Cependant, il me paraît clair que l’heure d’une crise majeure approche – je ne me prononce pas sur une date car tous les moyens sont mis en œuvre pour la retarder au maximum – aux États-Unis et en Europe à cause de l’accumulation d’un certain nombre de bulles depuis 2008 : surproduction chinoise masquée par de faux chiffres (notre croissance dépend de celle de la Chine), gaz de schiste étasunien, crédits étudiants étasuniens, actifs pourris résiduels de 2008… Si l’une éclate, il y a un risque de réaction en chaîne.
Cette crise sera majeure dans le sens où les États occidentaux sont déjà surendettés, comment pourront-ils augmenter encore leurs plafonds respectifs ? Et quand bien même ils le feraient, avec une nouvelle récession, ils se retrouveraient bien vite en défaut de paiement, sans même évoquer l’implosion de l’UE. Comme toute crise majeure, elle sera difficile à vivre (ou à survivre) à cause de l’aveuglement d’une minorité pensante et agissante, de droite comme de gauche, s’accrochant cette fois-ci désespérément à l’espoir d’une innovation salvatrice.
Chacun sa définition de la réalité
Les innovations techniques ont permis au cours du XIXème et du XXème siècle d’augmenter considérablement la productivité. Cependant, elles ne furent pas, avec l’énergie pas chère ou l’investissement, les seuls facteurs d’augmentation de la richesse. Les inégalités entre monnaies et les divers protectionnismes facilitant l’exploitation des pays « sous-développés », le développement des complexes militaro-industriels, ou l’accumulation du capital financier via les inégalités salariales, ont également été de puissants vecteurs de croissance, mais passés sous silence dans les manuels d’histoire et d’économie.

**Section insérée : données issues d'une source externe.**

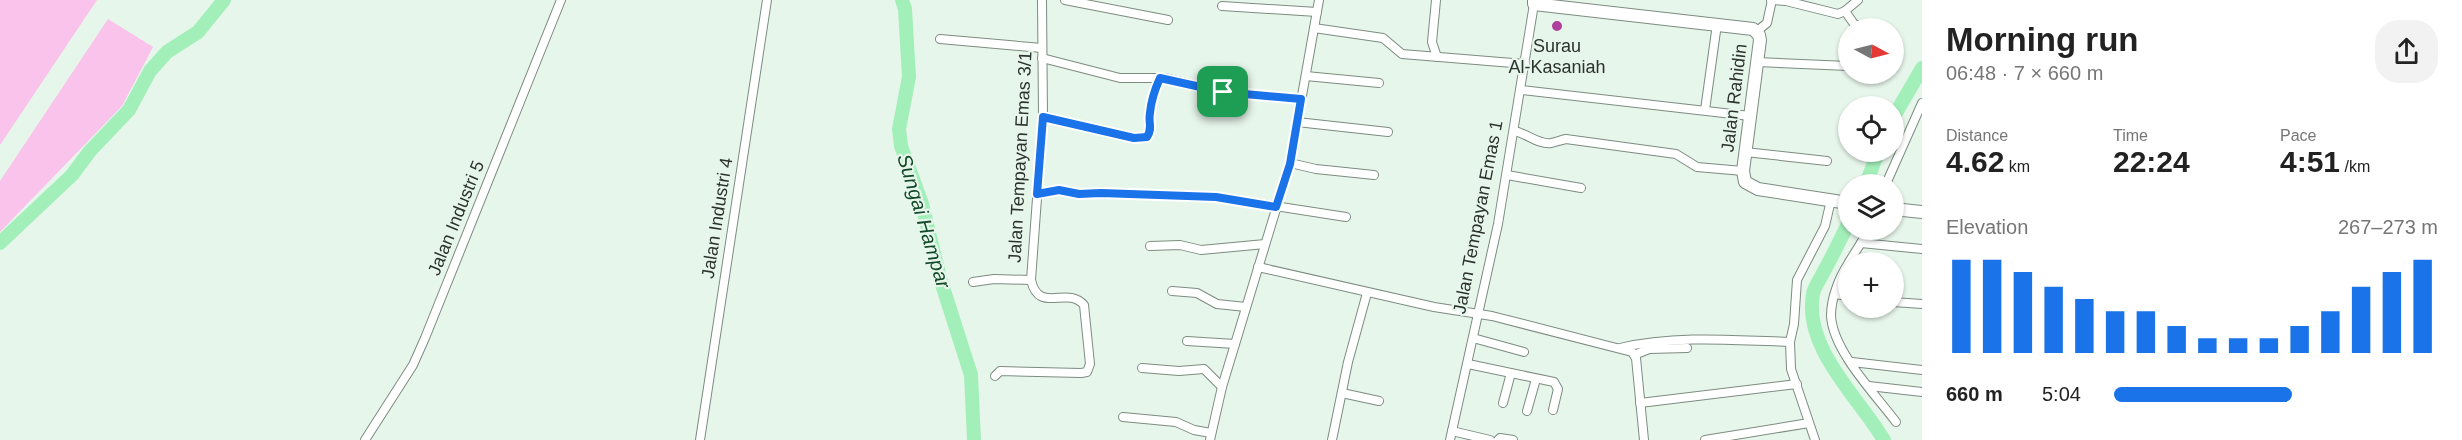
<!DOCTYPE html>
<meta charset="utf-8">
<style>
:root{--surface:#fff;--page:#f2f2f2;--text:#222;--muted:#767676;--accent:#1a73e8}
body{margin:0;font-family:Helvetica,sans-serif;background:var(--page);color:var(--text);height:100vh;display:flex;flex-direction:column;font-size:22px;white-space:nowrap}
*{box-sizing:border-box;margin:0}
p{font-size:20px;color:var(--muted)}
.icon{flex:none;width:33px;height:33px;fill:none;stroke:currentColor;stroke-width:2;stroke-linecap:round;stroke-linejoin:round}
.map{position:relative;flex:1;overflow:hidden}
.sheet{display:flex;flex-direction:column;background:var(--surface);width:540px}
.sheet>*{flex:none}
.needle{width:39px;rotate:97deg}
.tools{position:absolute;left:1838px;top:18px;display:grid;gap:12px}
.tools a{display:grid;place-items:center;width:66px;height:66px;border-radius:50%;background:var(--surface);box-shadow:0 2px 4px #0004;font-size:30px}
.pin{position:absolute;display:grid;place-items:center;width:51px;height:51px;color:#fff;margin:-26px;border-radius:12px;box-shadow:0 3px 9px #0006}
.round{display:grid;place-items:center;flex:none;width:63px;height:63px;border-radius:24px;background:var(--page)}
.head{display:flex;align-items:center;justify-content:space-between;height:102px;padding:0 24px}
h1{font-size:33px;font-weight:700;line-height:45px}
.metrics{display:grid;grid-template-columns:repeat(3,1fr);gap:9px;height:102px;padding:6px 24px}
.metrics div{display:grid;align-content:center}
.metrics b{font-size:30px;font-weight:700}
.metrics small{font-size:16px;font-weight:400}
.metrics p{font-size:16px}
.chart{height:168px;padding:12px 24px}
.chart p{display:flex;justify-content:space-between}
.chart svg{width:100%;height:108px;margin-top:6px;stroke:var(--accent);stroke-width:6}
ul{padding:0 24px;list-style:none;font-size:20px}
li{display:grid;grid-template-columns:96px 72px 1fr;align-items:center;height:45px}
li i{height:15px;border-radius:8px;background:var(--accent)}
main{display:flex;flex:1;min-height:0}
.map>svg:first-child{display:block}
.green{fill:#f9c3ec}
.lines{fill:none;stroke-linecap:round;stroke-linejoin:round}
.river{stroke:#a3efba;stroke-width:14}
.street-casing{stroke:#7d8b80;stroke-width:10}
.secondary-casing{stroke:#7d8b80;stroke-width:14}
.street{stroke:#fff;stroke-width:8}
.secondary{stroke:#fff;stroke-width:12}
.route-casing{stroke:#fff;stroke-width:12}
.route{stroke:#1a73e8;stroke-width:8}
.poi-dot{fill:#ae3e9b;stroke:#e7f6eb;stroke-width:2}
.labels{text-anchor:middle;dominant-baseline:central;stroke-width:4.5;stroke-linejoin:round;paint-order:stroke}
.poi-label{font-size:18px;fill:#2c322e;stroke:#e7f6eb}
.street-label{font-size:18px;fill:#2c322e;stroke:#e7f6eb}
.water-label{font-size:20px;font-style:italic;fill:#124a29;stroke:#e7f6eb}
</style>
<main>
<div class="map">
<svg width="1922" height="440" viewBox="0 0 1922 440">
<rect width="100%" height="100%" fill="#e7f6eb"/>
<!-- green -->
<g class="green">
<polygon points="0,0 97,0 0,145"/>
<polygon points="108,19 153,47 122,106 0,232 0,181"/>
</g>
<g class="lines">
<!-- river -->
<g class="river">
<polyline points="902,0 905,9 909,77 899,129 901,146 922,204 940,278 971,375 974,440"/>
<polyline points="1893,118 1922,68"/>
<polyline points="1866,184 1878,152"/>
<path d="M1848,224C1840,240 1832,257 1823,273C1820,280 1814,287 1813,294C1803,348 1859,398 1884,440"/>
<polyline points="0,243 72,175 90,151 129,110 150,71 167,52 198,32 224,0"/>
</g>
<!-- street casing -->
<g class="street-casing">
<g id="street">
<polyline points="1065,0 1168,20"/>
<polyline points="1436,0 1432,42 1437,57"/>
<polyline points="1771,0 1786,1 1838,14 1845,11 1858,0"/>
<polyline points="1222,6 1317,12"/>
<polyline points="1845,11 1854,24 1868,28"/>
<polyline points="1314,28 1383,38 1402,54 1525,64"/>
<polyline points="1757,31 1767,23 1772,0"/>
<polyline points="940,39 1042,48"/>
<polyline points="1042,58 1120,78 1165,78 1223,92 1301,99"/>
<polyline points="1757,62 1848,66"/>
<polyline points="1306,76 1379,83"/>
<polyline points="1521,90 1750,116"/>
<polyline points="1705,110 1717,24"/>
<path d="M1043,117L1134,138L1147,137C1153,128 1148,123 1150,113C1151,101 1155,89 1160,78"/>
<polyline points="1297,122 1388,132"/>
<path d="M1514,131C1526,133 1539,145 1551,143C1556,142 1561,140 1566,139L1676,154L1697,167L1743,171"/>
<polyline points="1745,152 1827,161"/>
<polyline points="1290,163 1316,169 1374,175"/>
<polyline points="1507,175 1581,188"/>
<polyline points="1886,184 1922,103"/>
<polyline points="1037,194 1059,190 1079,194 1101,193 1216,197 1346,217"/>
<polyline points="1861,243 1922,249"/>
<polyline points="1150,246 1180,245 1201,250 1265,244"/>
<polyline points="1849,262 1869,230"/>
<path d="M1848,264C1839,278 1831,298 1831,316C1833,351 1875,394 1896,422"/>
<polyline points="1258,267 1434,307 1492,316 1632,352 1636,358 1644,440"/>
<polyline points="973,282 994,279 1031,280"/>
<polyline points="1172,291 1197,293 1217,304 1246,307"/>
<polyline points="1835,294 1848,296"/>
<polyline points="1893,302 1922,304"/>
<polyline points="1473,338 1524,352"/>
<polyline points="1187,341 1235,344"/>
<path d="M1620,348C1674,335 1734,340 1790,342"/>
<polyline points="1634,355 1649,349 1687,348"/>
<polyline points="1852,362 1922,370"/>
<polyline points="1468,364 1554,382 1558,389 1553,410"/>
<polyline points="1142,368 1179,371 1204,369 1222,387"/>
<path d="M995,376L1000,371L1081,373L1087,372L1090,364L1084,305C1067,285 1039,315 1031,280L1043,117L1042,0"/>
<polyline points="1869,386 1922,392"/>
<polyline points="1342,393 1379,401"/>
<polyline points="1503,403 1511,373"/>
<polyline points="1640,403 1797,384"/>
<polyline points="1527,411 1536,379"/>
<polyline points="1123,417 1176,422 1194,430 1211,433"/>
<polyline points="1452,431 1490,440"/>
<polyline points="365,440 413,365 425,338 561,0"/>
<polyline points="700,440 767,0"/>
<polyline points="1210,440 1222,387 1290,163 1319,0"/>
<polyline points="1332,440 1348,362 1367,293"/>
<polyline points="1450,440 1498,224 1534,4"/>
<polyline points="1498,440 1500,438 1513,440"/>
<polyline points="1705,440 1809,423"/>
<polyline points="1815,440 1791,369 1790,342 1794,324 1797,280 1825,226 1831,200"/>
</g>
</g>
<!-- secondary casing -->
<g class="secondary-casing">
<g id="secondary">
<polyline points="1534,0 1534,4 1753,29 1759,35 1760,40 1743,171 1745,182 1758,189 1848,203"/>
<polyline points="1893,209 1922,212"/>
</g>
</g>
<!-- street -->
<use href="#street" class="street"/>
<!-- secondary -->
<use href="#secondary" class="secondary"/>
</g>
<g class="lines">
<!-- route casing -->
<g class="route-casing">
<path id="route" d="M1160,78L1223,92L1301,99L1290,164L1276,207L1216,197L1101,193L1079,194L1059,190L1037,194L1043,117L1134,138L1147,137C1153,128 1148,123 1150,113C1151,101 1155,89 1160,78Z"/>
</g>
<!-- route -->
<use href="#route" class="route"/>
</g>
<!-- markers -->
<circle class="poi-dot" cx="1557" cy="26" r="6"/>
<g class="labels">
<!-- poi labels -->
<g class="poi-label">
<text x="1557" y="46">Surau<tspan x="1557" dy="21">Al-Kasaniah</tspan></text>
</g>
<!-- street labels -->
<g class="street-label">
<text transform="translate(1734 98) rotate(-83)">Jalan Rahidin</text>
<text transform="translate(1020 157) rotate(-87)">Jalan Tempayan Emas 3/1</text>
<text transform="translate(1478 217) rotate(-79)">Jalan Tempayan Emas 1</text>
<text transform="translate(456 218) rotate(-68)">Jalan Industri 5</text>
<text transform="translate(717 218) rotate(-81)">Jalan Industri 4</text>
</g>
<!-- water labels -->
<g class="water-label">
<text transform="translate(924 221) rotate(73)">Sungai Hampar</text>
</g>
</g>
</svg>
<div class="tools">
<a><svg class="needle" viewBox="-14 -14 28 28"><path d="M0-13l5 13h-10z" fill="#e53935"/><path d="M0 13l5-13h-10z" fill="#767676"/></svg></a>
<a><svg class="icon" aria-label="locate" viewBox="0 0 24 24"><circle cx="12" cy="12" r="6"/><path d="M12 2v4M12 18v4M2 12h4M18 12h4"/></svg></a>
<a><svg class="icon" aria-label="layers" viewBox="0 0 24 24"><path d="M12 4l9 5-9 5-9-5zM3 14l9 5 9-5"/></svg></a>
<a>+</a>
</div>
<div class="pin" style="left:1223px;top:92px;background:#1e9e55"><svg class="icon" aria-label="arrive" viewBox="0 0 24 24"><path d="M6 21V4h12l-3 4 3 4H6"/></svg></div>
</div>
<section class="sheet">
<div class="head"><div><h1>Morning run</h1><p>06:48 · 7 × 660 m</p></div><a class="round"><svg class="icon" aria-label="share" viewBox="0 0 24 24"><path d="M12 15V3M7 8l5-5 5 5M5 13v7h14v-7"/></svg></a></div>
<div class="metrics">
<div><p>Distance</p><b>4.62<small> km</small></b></div>
<div><p>Time</p><b>22:24</b></div>
<div><p>Pace</p><b>4:51<small> /km</small></b></div>
</div>
<div class="chart"><p><span>Elevation</span>267–273 m</p>
<svg viewBox="0 0 160 44" preserveAspectRatio="none"><path d="M5 44V6M15 44V6M25 44V11M35 44V17M45 44V22M55 44V27M65 44V27M75 44V33M85 44V38M95 44V38M105 44V38M115 44V33M125 44V27M135 44V17M145 44V11M155 44V6"/></svg>
</div>
<ul>
<li><b>660 m</b>5:04<i style="width:55%"></i></li>
</ul>
</section>
</main>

On s’imagine que les progrès du XXème siècle sont reproductibles au XXIème siècle. Mais sur quelle base ? Celle de croire que les robots vont remplacer l’homme et être à son service ? Celle d’espérer que l’homme pourra bientôt se tourner les pouces et vivre grâce à un revenu universel ? De telles utopies s’appuient sur l’abstraction du fait que les innovations ou l’énergie pas chère n’ont pas été les seules causes de la croissance occidentale des deux derniers siècles. L’oubli du passé se répercute dans la cécité présente.
Lorsque l’on regarde la réalité sans détour, on constate que l’innovation du XXIème siècle produit des licenciements jusque dans les pays en développement (cf. exemple de Nike dernièrement) où les salaires sont pourtant cinq à dix fois moindres qu’en Occident ! On constate que le secteur des TIC délocalise beaucoup plus qu’il n’a besoin de compétences françaises comme l’affirment à tort et à travers les nouveaux entrepreneurs bardés de bonnes intentions. Et si des robots sont fabriqués, ils auront surtout besoin de machines pour être produits, pas d’hommes. Mais de toute façon, les robots sont d’abord ces hommes qui répètent inlassablement les mêmes calculs, empêtrés jusqu’au cou dans leurs jeux de pouvoir, et dont la notion de réalité n’est en fait qu’un idéal leur permettant d’asseoir leur domination.